The content of the renovation is specified in more detail in
Table 2 and
Table 3. The renovation began in December 2018 and was finished in January 2020. Takt production was utilized in the interior renovation of the apartments but not in the renewal of building service risers. Other renovation work was not carried out as takt production, i.e., the progress of this work was not equalized to fit the progress rate of the takt production.
4. Results
In the takt planning of the site, the Dlouhy et al. [
13] model presented above was used. The choice was particularly influenced by the fact that the main contractor already had experience of using a similar takt production model on a previous site. The production takt time was set at two working days, the takt area was half a floor (3–4 apartments, a constant number of square meters), and the construction lead time for each building was agreed with the client to be four months. The length of the takt time and the takt area division were defined based on the previous takt production project experience of the main contractor’s foremen. A longer takt time was considered to be too long for the interior work phase of an apartment building site, and shortening the takt time would have required a more rapid response to deviations, which was seen as a risk in a pilot project.
In the first building, the takt areas were planned to comprise three apartments. However, this caused the takt areas to be different on each floor, as there were seven apartments on each floor. After the first building, the takt area division was seen to be flawed, as it did not allow for the takt production to be adhered to and monitored. Thus, the takt area division was revised to cover half a floor (3 and 4 apartments, equal square meters), because then, the takt areas were identical on every floor.
Such areas were selected for takt production that included a lot of repetition, as takt production is best utilized on work sites that involve repetition.
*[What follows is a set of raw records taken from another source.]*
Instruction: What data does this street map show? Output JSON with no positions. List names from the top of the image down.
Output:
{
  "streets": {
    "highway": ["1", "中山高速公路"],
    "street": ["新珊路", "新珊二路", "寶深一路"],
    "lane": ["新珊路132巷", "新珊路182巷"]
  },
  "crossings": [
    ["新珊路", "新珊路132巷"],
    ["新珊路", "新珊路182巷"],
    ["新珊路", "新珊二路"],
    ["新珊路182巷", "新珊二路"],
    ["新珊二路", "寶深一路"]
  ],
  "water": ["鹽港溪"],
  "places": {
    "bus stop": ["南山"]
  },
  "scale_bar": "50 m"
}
The functional area that was selected to be completed through takt production were the apartments, as they were identical from floor to floor. The bathrooms (so-called “wet areas”) of the apartments were chosen as separate takt areas, as the bathroom work content was very similar irrespective of the apartment. Other rooms in the apartments (so-called “dry areas”) also included a lot of identical tasks (leveling, painting, floor surface installation, electrical work, and installing fixtures), which is why the dry areas were selected as a separate takt area. The kitchen differed partly from other rooms due to certain fixture and building service installations. However, the kitchen was included in the dry area takt production, as the renovation of the kitchen was not as busy and laborious as that of the bathroom. The work contents of the wet and dry areas were very different, which is why they were divided into two parallel production trains, as presented in
Figure 3.
Based on the choices described above, the takt schedule depicted in
Figure 4 was drafted. The takt production work packages for the dry and wet areas in the apartments were presented separately per takt area in the takt schedule. Each work package in the schedule includes two numbers separated by a period. The first number refers to the floor number, and the second number refers to the takt area in the floor. In addition, apartment riser tasks that affected the takt production were visible in the schedule. The takt schedule followed the Dlouhy et al. [
13] takt schedule presentation.
Apart from the last one, every case site building was handed over with four-month intervals as had been agreed with the client. The approximately two-week delay in the final building was caused by a delay in renovation of a day-care center in the previous building. The renovation of the day-care center took longer than planned, and thus, the resources shared with the takt production were engaged in the day-care center for longer than expected. The day-care center was located on the ground floor and had been scheduled to be finished by the handover of the building. As a result of this, there was an interruption of about two weeks in the renovation of the next building, as both the resources and supervision were concentrated on finishing the day-care center by the handover date. If separate resources had been reserved for the day-care center, the takt production in the next building had not been disrupted despite the delays.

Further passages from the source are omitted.